The 15-metre boat was heavily overcrowded and survivors said they had been at sea for three days. Prosecutors said the victims, crowded in a space accessible only through a trap door, appeared to have died from asphyxiation.

Refugees cited in Italian news reports said the people in the engine room had tried to get out but were blocked by others because there was not enough space on deck, and probably died of intoxication from the engine fumes.

“We will carry out an autopsy to find the precise cause of death even though initial checks show that it was apparently due to asphyxiation.

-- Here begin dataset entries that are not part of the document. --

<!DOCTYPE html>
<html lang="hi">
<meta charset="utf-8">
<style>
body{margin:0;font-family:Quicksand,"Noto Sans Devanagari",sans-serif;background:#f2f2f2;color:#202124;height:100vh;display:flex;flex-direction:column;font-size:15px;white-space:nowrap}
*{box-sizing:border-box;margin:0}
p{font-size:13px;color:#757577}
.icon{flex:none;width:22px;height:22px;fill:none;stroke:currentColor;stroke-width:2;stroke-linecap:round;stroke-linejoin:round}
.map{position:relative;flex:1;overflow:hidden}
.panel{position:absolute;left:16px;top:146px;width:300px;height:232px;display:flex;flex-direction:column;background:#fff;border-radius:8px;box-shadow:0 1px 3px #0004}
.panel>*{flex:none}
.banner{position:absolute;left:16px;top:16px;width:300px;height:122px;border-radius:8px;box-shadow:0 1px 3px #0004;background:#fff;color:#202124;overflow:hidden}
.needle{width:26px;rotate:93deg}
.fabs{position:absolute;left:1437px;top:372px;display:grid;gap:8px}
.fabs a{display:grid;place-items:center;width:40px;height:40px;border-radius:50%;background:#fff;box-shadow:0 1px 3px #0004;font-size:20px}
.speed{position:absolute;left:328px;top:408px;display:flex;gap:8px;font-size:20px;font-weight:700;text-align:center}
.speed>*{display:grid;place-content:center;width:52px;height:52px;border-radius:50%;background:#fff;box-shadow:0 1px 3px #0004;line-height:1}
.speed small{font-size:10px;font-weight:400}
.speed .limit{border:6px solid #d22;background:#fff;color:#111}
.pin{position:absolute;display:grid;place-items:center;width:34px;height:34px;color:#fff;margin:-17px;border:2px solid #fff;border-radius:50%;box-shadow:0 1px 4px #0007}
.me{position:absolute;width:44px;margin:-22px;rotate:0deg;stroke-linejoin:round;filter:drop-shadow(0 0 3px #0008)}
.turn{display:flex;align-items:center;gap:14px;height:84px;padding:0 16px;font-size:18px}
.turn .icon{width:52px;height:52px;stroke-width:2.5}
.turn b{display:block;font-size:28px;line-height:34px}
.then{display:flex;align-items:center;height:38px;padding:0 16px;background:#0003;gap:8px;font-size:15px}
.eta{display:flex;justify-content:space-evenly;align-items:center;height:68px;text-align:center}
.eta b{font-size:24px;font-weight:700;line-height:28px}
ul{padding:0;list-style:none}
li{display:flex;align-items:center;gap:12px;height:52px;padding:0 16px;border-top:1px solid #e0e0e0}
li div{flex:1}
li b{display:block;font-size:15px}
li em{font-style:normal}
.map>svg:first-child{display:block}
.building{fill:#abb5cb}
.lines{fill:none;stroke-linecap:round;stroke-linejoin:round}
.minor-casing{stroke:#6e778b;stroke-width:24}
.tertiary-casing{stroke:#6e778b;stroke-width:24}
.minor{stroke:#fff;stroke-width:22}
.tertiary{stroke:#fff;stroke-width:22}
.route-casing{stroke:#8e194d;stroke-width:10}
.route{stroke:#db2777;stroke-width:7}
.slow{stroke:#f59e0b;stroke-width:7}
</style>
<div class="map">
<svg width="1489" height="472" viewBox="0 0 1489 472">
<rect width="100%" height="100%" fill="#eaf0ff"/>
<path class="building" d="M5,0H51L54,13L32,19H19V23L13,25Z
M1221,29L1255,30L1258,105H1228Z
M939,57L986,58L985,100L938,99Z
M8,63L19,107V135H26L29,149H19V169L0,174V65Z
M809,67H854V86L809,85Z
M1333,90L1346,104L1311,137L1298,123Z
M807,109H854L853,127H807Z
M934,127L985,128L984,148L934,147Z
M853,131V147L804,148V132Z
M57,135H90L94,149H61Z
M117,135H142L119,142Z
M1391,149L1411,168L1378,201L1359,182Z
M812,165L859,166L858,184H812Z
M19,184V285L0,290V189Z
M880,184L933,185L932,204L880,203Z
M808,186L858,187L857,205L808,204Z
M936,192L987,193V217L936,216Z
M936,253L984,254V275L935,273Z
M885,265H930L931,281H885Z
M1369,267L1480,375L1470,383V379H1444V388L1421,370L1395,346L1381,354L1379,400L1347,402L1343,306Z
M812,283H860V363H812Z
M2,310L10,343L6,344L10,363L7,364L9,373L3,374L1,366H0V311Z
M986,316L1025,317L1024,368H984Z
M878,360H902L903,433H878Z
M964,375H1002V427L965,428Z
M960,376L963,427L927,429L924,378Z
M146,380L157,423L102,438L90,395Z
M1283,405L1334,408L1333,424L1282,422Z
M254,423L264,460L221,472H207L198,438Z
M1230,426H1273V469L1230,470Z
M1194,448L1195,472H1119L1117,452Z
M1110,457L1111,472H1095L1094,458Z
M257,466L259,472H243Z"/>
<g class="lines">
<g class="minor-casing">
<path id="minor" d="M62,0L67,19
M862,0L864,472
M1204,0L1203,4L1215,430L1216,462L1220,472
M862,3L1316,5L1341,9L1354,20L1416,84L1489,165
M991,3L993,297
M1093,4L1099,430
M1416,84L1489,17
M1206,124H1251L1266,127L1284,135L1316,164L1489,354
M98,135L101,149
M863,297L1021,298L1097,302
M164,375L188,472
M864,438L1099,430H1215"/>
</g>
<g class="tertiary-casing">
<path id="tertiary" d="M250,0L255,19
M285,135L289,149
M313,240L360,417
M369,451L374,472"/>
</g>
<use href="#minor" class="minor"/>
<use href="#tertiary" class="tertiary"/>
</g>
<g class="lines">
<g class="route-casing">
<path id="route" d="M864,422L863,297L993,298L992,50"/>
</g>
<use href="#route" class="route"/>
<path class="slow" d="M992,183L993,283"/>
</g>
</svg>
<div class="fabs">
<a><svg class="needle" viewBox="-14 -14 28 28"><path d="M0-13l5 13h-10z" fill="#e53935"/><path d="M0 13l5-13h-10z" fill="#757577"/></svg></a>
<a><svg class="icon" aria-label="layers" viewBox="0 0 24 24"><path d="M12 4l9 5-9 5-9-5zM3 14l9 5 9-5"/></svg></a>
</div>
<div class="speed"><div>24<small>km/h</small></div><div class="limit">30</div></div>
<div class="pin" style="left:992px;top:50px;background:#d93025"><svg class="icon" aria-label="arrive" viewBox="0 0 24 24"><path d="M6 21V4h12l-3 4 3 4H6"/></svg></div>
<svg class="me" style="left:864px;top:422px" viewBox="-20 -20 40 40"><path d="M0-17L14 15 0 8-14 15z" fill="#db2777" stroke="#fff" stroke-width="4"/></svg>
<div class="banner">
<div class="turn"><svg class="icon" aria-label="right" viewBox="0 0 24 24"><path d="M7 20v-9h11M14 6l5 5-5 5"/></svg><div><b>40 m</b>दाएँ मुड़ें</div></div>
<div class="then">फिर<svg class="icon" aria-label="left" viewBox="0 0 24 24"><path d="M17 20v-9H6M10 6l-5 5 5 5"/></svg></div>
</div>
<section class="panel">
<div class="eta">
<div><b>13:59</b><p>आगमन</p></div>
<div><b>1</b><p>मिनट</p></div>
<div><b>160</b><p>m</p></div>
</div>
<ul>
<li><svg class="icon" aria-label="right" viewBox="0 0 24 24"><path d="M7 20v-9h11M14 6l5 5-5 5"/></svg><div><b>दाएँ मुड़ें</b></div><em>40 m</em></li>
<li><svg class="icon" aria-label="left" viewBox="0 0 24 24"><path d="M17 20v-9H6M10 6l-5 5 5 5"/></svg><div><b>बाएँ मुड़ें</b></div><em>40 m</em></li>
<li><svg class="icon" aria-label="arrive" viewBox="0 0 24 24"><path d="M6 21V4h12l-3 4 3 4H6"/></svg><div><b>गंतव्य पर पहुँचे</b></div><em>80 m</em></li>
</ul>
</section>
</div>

Police will question the other refugees,” local prosecutor Renato Di Natale told reporters.

Prosecutors opened an investigation into the deaths but have said they believe the refugees died in international waters as some of the corpses had already begun decomposing when they were pulled out by Lampedusa firemen.

“Given the state in which the corpses were found, they could have been dead for at least 48 hours,” a local doctor, Pietro Bartolo, told reporters.

The refugees did not initially mention the dead bodies and the grim discovery was made only when coast guards inspected the engine room below deck.

Lampedusa, which has a surface area of just 20 square kilometres, is Italy’s southernmost point and is closer to North Africa than to the Italian mainland.

It is now the biggest gateway for illegal immigration into the European Union following the arrival of tens of thousands from North Africa this year.